When Vietnam commits to restoring 14.6 million hectares of natural forest, it’s not just a climate pledge—it’s a lifeline for the planet. Yet across the tropics, from Brazil to Nigeria, international forest restoration plans are veering off course, according to groundbreaking research from UCL and the University of Edinburgh. Nearly half of the 292 million hectares pledged by 43 countries—part of a global push to restore an area larger than India by 2030—is set to become commercial tree plantations, not natural forests. And that distinction, scientists warn, could make or break humanity’s shot at limiting global warming to 1.5°C.
Natural forests aren’t just trees; they’re carbon vaults. The study, published in Nature, reveals that land restored to natural forest stores 40 times more carbon than plantations and six times more than agroforestry systems. Using current pledges—which allocate 45% of land to plantations, 34% to natural forests, and 21% to agroforestry—the world would capture just 16 billion tonnes of carbon by 2100. But if all 350 million hectares were allowed to become natural forests, that number soars to 42 billion tonnes. The difference is staggering: a shortfall of 26 billion tonnes, equivalent to more than two years of global fossil fuel emissions.
The reason? Plantations are harvested every decade, releasing stored carbon back into the atmosphere as wood products decay. “To most people forest restoration means bringing back natural forests, but policy makers are calling vast monocultures ‘forest restoration’,” says lead author Professor Simon Lewis of UCL Geography. “And worse, the advertised climate benefits are absent.” Brazil, for instance, has pledged 19 million hectares to plantations—carbon-poor landscapes dominated by fast-growing eucalyptus or acacia—while Nigeria is banking on 15.7 million hectares of agroforestry, which, while beneficial for livelihoods, captures far less carbon.
The science is clear: if we want forests to help stabilize the climate, they must be allowed to grow wild.
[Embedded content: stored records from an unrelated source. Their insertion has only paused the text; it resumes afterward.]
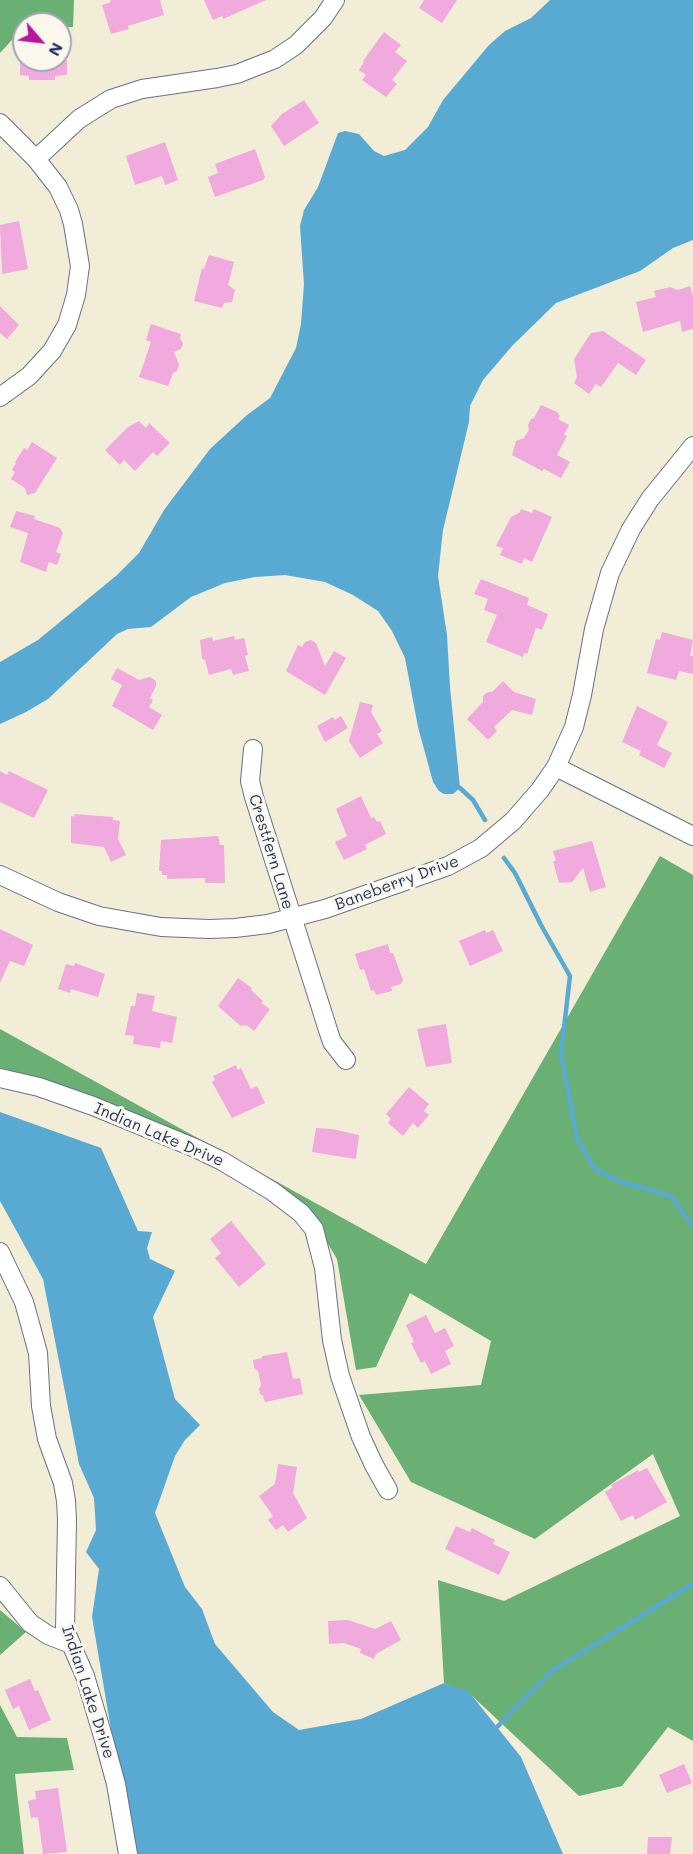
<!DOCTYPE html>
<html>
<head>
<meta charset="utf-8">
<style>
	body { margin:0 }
	#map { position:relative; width:693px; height:1854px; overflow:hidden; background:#f2edd7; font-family:Mali,sans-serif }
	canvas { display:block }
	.north { position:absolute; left:12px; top:12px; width:60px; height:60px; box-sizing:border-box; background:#fbf7ec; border:2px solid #a1a7b3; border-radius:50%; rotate:118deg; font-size:16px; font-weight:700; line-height:24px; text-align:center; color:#1b2f5e }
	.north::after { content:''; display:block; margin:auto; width:21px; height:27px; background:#b5179e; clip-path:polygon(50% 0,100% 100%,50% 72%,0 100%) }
</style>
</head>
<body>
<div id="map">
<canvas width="693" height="1854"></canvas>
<div class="north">N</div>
</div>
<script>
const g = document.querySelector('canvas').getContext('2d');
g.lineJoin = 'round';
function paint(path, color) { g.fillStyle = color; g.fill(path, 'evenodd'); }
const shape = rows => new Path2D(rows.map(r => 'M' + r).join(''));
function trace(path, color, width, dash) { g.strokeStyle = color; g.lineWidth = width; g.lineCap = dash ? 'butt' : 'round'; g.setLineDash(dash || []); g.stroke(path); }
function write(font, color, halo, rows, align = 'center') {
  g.font = font + ' Mali,sans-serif'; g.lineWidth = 6; g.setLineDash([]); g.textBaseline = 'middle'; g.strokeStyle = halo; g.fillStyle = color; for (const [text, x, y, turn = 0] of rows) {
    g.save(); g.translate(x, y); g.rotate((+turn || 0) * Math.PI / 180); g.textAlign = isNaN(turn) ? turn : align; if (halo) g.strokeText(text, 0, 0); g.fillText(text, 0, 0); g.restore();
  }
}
const forest = shape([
	[0,0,74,0,73,27,60,27,60,24,24,24,24,28,22,29,0,53],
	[660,856,693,875,693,1741,668,1727,622,1786,579,1796,469,1693,444,1683,438,1580,504,1601,680,1516,653,1454,535,1539,411,1482,359,1395,481,1385,491,1341,410,1293,376,1367,356,1370,337,1259,307,1209,213,1153,128,1110,0,1068,0,1029,426,1264],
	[0,1610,26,1632,0,1655],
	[0,1705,17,1737,67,1738,74,1770,15,1774,24,1854,0,1854]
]);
const water = shape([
	[550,0,693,0,693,240,673,248,640,271,556,303,512,346,483,380,470,406,469,422,443,530,438,576,447,635,450,687,460,788,453,794,444,794,439,791,433,782,418,727,405,658,392,631,378,611,353,595,325,582,285,575,255,577,225,583,191,597,151,627,128,629,117,634,48,699,26,712,0,724,0,662,38,640,117,575,139,553,164,510,210,449,247,415,270,398,296,348,301,324,304,284,300,226,304,210,318,187,338,133,345,131,359,134,374,151,384,156,405,150,428,127,443,100,489,45,505,31,531,18],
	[0,1112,101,1148,138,1231,152,1232,147,1248,150,1259,175,1271,153,1317,175,1399,200,1425,185,1440,175,1456,155,1513,185,1587,202,1609,215,1644,273,1712,299,1730,361,1719,444,1683,469,1692,521,1757,563,1854,132,1854,92,1617,99,1569,86,1552,96,1530,94,1498,79,1464,43,1279,0,1201]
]);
const stream = shape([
	[460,788,473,800,485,820],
	[504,858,515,873,541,925,570,976,561,1054,577,1138,594,1168,618,1181,671,1196,693,1226],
	[497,1727,552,1671,693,1584]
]);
const building = shape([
	[111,0,160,0,164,15,128,26,129,29,111,34,102,5,109,3],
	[204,0,266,0,223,19,222,16,213,20],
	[424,0,457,0,442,23,419,8],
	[384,32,401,45,395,52,407,61,392,80,397,84,386,97,362,80,366,75,359,70,364,62,363,61],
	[20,60,67,60,67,75,55,76,55,80,29,80,29,76,20,75],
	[304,100,319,123,284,146,271,126,282,114],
	[165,142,178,180,165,185,162,176,135,185,126,156],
	[255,149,265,177,263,180,215,197,208,177,218,173,215,164],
	[19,221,28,269,2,274,0,225],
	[209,255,234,262,228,285,235,290,232,302,224,303,222,308,194,301,202,268,204,269],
	[690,286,693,296,693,329,682,332,680,321,643,332,636,302,656,297,654,291,670,287,678,290],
	[0,306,19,325,7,339,0,333],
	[151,324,181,334,180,338,183,344,181,349,174,352,179,364,177,371,173,373,168,386,139,377,151,342,146,340],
	[603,331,646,360,636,375,618,363,601,387,596,384,589,394,574,383,577,377,574,359,591,333],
	[541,405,557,412,560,416,558,419,569,425,564,435,567,436,557,455,570,462,561,478,544,469,542,471,512,455,516,441,524,438,529,430,528,425,531,419,534,418],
	[139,421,146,428,149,423,170,443,157,456,153,452,135,471,124,460,120,465,105,450,128,427],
	[32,442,57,458,35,493,27,495,25,488,11,479,15,472,12,470,16,463,15,462,24,448,27,450],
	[521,509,532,513,534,509,552,517,532,562,524,558,522,564,500,555,503,548,496,546,511,517,519,513],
	[16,511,35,516,34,519,60,528,63,533,56,552,61,554,57,565,49,562,46,572,20,562,28,533,10,527],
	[481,579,529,598,527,605,548,614,542,630,536,628,527,654,524,653,523,657,486,642,497,615,484,610,488,599,474,594],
	[662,632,693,640,690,656,693,656,693,674,679,671,676,680,647,673,656,639,660,640],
	[234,636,235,640,244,638,248,655,245,656,249,671,233,675,231,669,209,675,205,660,202,659,200,640,212,637,213,641],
	[311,640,316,643,325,666,334,651,346,658,325,695,286,671,298,645,302,647,305,642],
	[117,668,139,680,150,677,156,681,156,686,150,698,153,700,149,707,162,715,153,730,112,706,122,685,111,679],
	[503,681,514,692,536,699,532,715,512,710,494,727,497,731,488,740,467,719,483,702,483,696,488,692,492,692],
	[360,702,373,705,371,712,382,731,377,734,383,743,360,758,349,741],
	[637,706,668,722,657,745,672,753,664,768,639,755,641,751,622,742],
	[341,716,348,728,325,742,317,726,333,717,335,720],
	[0,771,7,775,9,771,48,790,34,818,0,802],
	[361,796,371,818,374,817,377,822,380,821,386,834,365,845,367,849,344,860,335,842,347,836,336,809],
	[74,814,113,817,113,820,120,821,118,839,126,855,111,862,104,847,71,843,71,816,74,817],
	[218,836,220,845,224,845,225,883,205,883,205,878,167,879,167,875,162,875,162,871,159,871,161,840],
	[592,841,606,887,590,892,583,868,572,882,559,883,553,861,556,861,553,851],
	[0,929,33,945,24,966,10,961,0,983],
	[485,930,486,933,493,930,503,951,470,966,459,941],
	[388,944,390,953,393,953,403,980,401,984,391,987,392,991,376,995,374,990,371,991,364,969,360,970,355,954],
	[75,963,105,974,98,997,71,989,70,993,58,989,66,964,74,966],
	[238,978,252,988,251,990,263,1001,261,1003,270,1009,254,1031,246,1025,241,1026,237,1023,218,1006],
	[137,993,155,996,152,1011,177,1017,172,1043,161,1041,160,1048,133,1044,134,1036,125,1035,131,1006,135,1006],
	[446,1024,452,1063,426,1067,417,1029],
	[236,1065,238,1070,241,1068,251,1089,257,1086,265,1103,232,1118,212,1082,215,1080,213,1076],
	[409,1087,429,1104,424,1111,429,1115,418,1128,413,1123,403,1136,388,1123,391,1119,386,1114],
	[316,1128,332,1129,359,1135,356,1159,312,1152],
	[231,1221,266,1264,239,1287,215,1258,221,1253,210,1239],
	[426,1315,435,1333,445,1328,454,1346,445,1351,451,1364,431,1374,425,1361,421,1363,411,1343,414,1342,406,1325],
	[287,1352,293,1379,300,1378,303,1394,265,1402,263,1396,260,1394,259,1389,261,1385,258,1371,254,1368,253,1360,262,1358,262,1356],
	[278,1464,297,1467,293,1493,307,1518,288,1532,283,1525,276,1530,268,1520,273,1516,259,1496,275,1484],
	[647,1468,667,1502,635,1520,633,1515,621,1521,605,1492,613,1487,611,1485,638,1470,639,1472],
	[456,1526,470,1532,472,1528,495,1540,493,1544,510,1552,499,1575,445,1549],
	[348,1620,375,1629,391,1621,401,1640,376,1654,374,1659,360,1653,361,1649,344,1643,329,1644,328,1621],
	[30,1679,35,1691,38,1690,51,1720,29,1730,19,1706,13,1709,5,1690],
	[684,1764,692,1783,667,1793,659,1775],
	[58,1788,67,1852,43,1854,38,1817,31,1818,28,1801,36,1799,35,1791],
	[648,1837,672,1837,670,1854,647,1854]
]);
const minor = shape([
	[0,123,36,159,58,187,69,210,73,224,80,266,76,295,67,325,52,351,29,376,0,397],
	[36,159,79,119,111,99,142,89,217,78,237,74,275,59,296,45,323,18,335,0],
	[253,749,250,781,254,797,328,1030,332,1042,346,1060],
	[556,767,693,836],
	[0,875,58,902,99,916,161,927,209,929,235,928,268,924,325,909,448,866,481,848,513,821,540,790,556,767,574,727,582,695,594,629,610,573,631,529,650,499,693,446],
	[0,1078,39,1087,93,1106,195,1148,222,1161,272,1191,301,1213,314,1229,324,1268,332,1340,340,1376,361,1437,374,1465,388,1490],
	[0,1252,24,1302,38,1353,41,1406,47,1439,63,1483,66,1501,67,1519,65,1630,85,1676,104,1740,116,1784,128,1854],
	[0,1586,30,1623,48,1635,71,1644]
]);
const streetNames = [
	["Crestfern Lane",271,852,73],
	["Baneberry Drive",397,883,-20],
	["Indian Lake Drive",159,1135,23],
	["Indian Lake Drive",88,1692,72]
];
paint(forest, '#6aaf73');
paint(water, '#58aad3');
trace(stream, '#58aad3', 4.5);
paint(building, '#f0aadd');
trace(minor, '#667288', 20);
trace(minor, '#fff', 18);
write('16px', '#1b2f5e', '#fbf7ec', streetNames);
</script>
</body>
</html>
Natural regeneration in high-biomass regions like Amazonia, Borneo, and the Congo Basin offers the greatest carbon returns. The researchers also stress the importance of protecting existing degraded forests, where natural recovery can build on residual carbon stocks. Once restored, these forests must be safeguarded—permanently.
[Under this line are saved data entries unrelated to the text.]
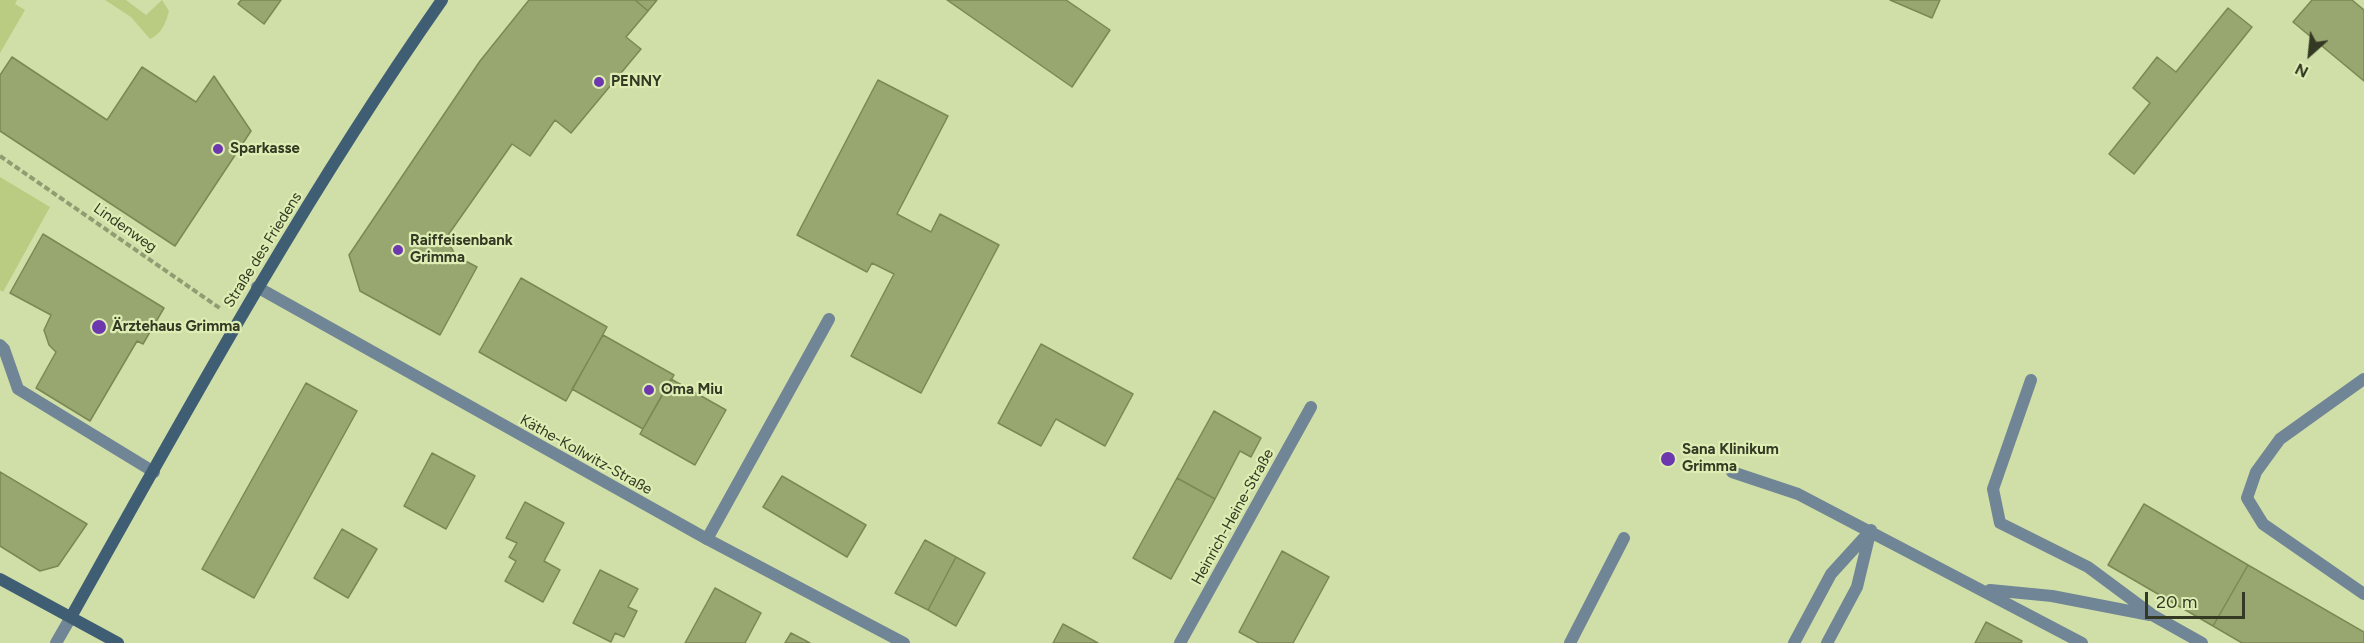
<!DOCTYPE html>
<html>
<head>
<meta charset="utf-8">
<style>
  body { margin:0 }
  #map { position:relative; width:2364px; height:643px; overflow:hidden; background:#d0dfa7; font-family:Figtree,sans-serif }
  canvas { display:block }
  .north { position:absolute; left:2280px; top:24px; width:60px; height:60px; -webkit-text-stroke:4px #ddedb4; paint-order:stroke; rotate:207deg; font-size:16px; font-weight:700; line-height:24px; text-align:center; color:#333923 }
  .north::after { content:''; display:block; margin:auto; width:21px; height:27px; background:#333923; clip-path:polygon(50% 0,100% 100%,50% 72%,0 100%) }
  .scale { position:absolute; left:2145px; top:592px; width:100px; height:27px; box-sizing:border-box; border:3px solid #333923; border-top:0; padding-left:8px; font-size:18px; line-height:21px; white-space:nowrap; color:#333923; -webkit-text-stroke:4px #ddedb4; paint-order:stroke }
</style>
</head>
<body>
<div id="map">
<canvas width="2364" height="643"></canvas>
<div class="north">N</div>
<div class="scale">20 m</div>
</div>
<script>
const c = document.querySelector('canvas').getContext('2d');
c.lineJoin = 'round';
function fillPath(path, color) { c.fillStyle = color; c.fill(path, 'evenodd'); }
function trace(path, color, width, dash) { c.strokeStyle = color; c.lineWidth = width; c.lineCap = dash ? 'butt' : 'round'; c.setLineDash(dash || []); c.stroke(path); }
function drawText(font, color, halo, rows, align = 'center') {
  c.font = font + ' Figtree,sans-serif'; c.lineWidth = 4.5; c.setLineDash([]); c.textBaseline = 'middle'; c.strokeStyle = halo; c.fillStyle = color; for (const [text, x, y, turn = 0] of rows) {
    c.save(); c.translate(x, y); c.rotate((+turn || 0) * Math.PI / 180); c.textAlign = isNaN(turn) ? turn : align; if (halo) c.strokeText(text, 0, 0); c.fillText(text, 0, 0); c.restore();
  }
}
fillPath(new Path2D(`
  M0,0h17l-2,4 10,6 -25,43z
  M105,0h21l20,15 16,-15 7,11c-4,14 -7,22 -19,28l-19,-22z
  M0,177l50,30 -47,85 -3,-2z`), '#b9cc82');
const building = new Path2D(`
  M241,0h40l-17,24 -26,-20z
  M529,0h106l13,11 -22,26 15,12 -70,84 -16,-13 -25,36 -18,-12 -66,94 10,18 21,11 -37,68 -80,-44 -11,-36 131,-194z
  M635,0h22l-9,11z
  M947,0h119l44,30 -38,57z
  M1890,0h50l-8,18z
  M2312,0h40l12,10v71l-71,-59z
  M2228,8l24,19 -118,147 -25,-20 41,-51 -17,-15 24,-31 19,15z
  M12,57l95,63 35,-53 54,35 18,-26 37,55 -76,115 -175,-115v-56z
  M878,80l70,36 -51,98 34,18 9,-18 59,31 -78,148 -70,-37 43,-82 -22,-11 -5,9 -70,-37z
  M43,234l121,74 -21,36 -6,-3 -47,80 -54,-33 20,-36 -7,-7 -5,-15 7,-15 -41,-22z
  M521,278l86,49 -41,74 -87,-49z
  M603,335l71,40 -31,54 -71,-40z
  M1041,344l92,50 -28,52 -49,-27 -15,27 -43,-23z
  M671,379l55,31 -31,55 -55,-31z
  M306,383l51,28 -103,187 -52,-29z
  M1214,411l47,27 -10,19 -11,-6 -25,48 -38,-21z
  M432,453l43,23 -29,53 -42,-23z
  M0,472l87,52 -29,42 -18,5 -40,-25z
  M782,476l84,49 -19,32 -84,-50z
  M1177,478l38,21 -44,80 -38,-21z
  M525,502l39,21 -20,38 16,9 -17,32 -38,-21 11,-20 -7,-4 8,-14 -11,-5z
  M2144,504l104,61 -35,61 -105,-61z
  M342,529l35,20 -29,49 -34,-20z
  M925,540l31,17 -28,53 -33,-17z
  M1282,551l47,26 -36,66h-34l-20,-11z
  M956,557l29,16 -29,53 -28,-16z
  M2248,565l116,67v11h-122l-29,-17z
  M600,570l38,19 -10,18 9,4 -13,26 -9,-4 -4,9 -38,-19z
  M715,588l46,25 -16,30h-60z
  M1986,622l36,19 -1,2h-46z
  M1063,624l35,19h-45z
  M791,633l19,10h-25z`);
fillPath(building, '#98a670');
trace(building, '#7b8854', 1.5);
trace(new Path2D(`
  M0,156l221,153`), '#909c71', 4, [6, 3]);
trace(new Path2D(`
  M0,345l4,4 14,40 136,83
  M2364,379l-84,60 -24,33 -9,26 16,26 101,70
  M2031,380l-38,109 7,34 88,44 66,49 48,27
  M1732,472l66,22 284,149
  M707,539l122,-220
  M1990,590l62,6 98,19
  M1570,643l54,-105
  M1794,643l37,-69 40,-44
  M1827,643l30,-56 13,-54`), '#708595', 12);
trace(new Path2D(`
  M257,287l450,252 197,104
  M56,643l15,-26
  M1180,643l131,-236`), '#708595', 12);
trace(new Path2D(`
  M0,579l118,64
  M71,617c117,-209 233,-420 371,-617`), '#3f5e74', 12);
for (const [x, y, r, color] of [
  [599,82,6,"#6d37ae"],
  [218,149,6,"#6d37ae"],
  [398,250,6,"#6d37ae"],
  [99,327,8,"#6d37ae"],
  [649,390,6,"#6d37ae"],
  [1668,459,8,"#6d37ae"]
]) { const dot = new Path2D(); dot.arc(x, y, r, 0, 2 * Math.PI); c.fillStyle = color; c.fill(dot); trace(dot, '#ddedb4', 2); }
drawText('bold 15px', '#333923', '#ddedb4', [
  ["PENNY",611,82],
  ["Sparkasse",230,149],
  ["Raiffeisenbank",410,241],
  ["Grimma",410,258],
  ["Ärztehaus Grimma",112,327],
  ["Oma Miu",661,390],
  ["Sana Klinikum",1682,450],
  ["Grimma",1682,467]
], 'left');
drawText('15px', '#333923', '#ddedb4', [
  ["Lindenweg",125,228,35],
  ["Straße des Friedens",263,250,-58],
  ["Käthe-Kollwitz-Straße",586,455,29],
  ["Heinrich-Heine-Straße",1233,517,-61]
]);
</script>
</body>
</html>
“Restoring all 350 million hectares back to natural forests can meet the role forests need to play” in keeping warming below 1.5°C, says co-author Dr. Charlotte Wheeler of the University of Edinburgh. But she’s quick to add: forests alone aren’t a silver bullet. Fossil fuel emissions must end, and deforestation must stop. Still, no credible climate pathway exists without large-scale natural forest restoration. The path forward isn’t about planting trees—it’s about letting forests return.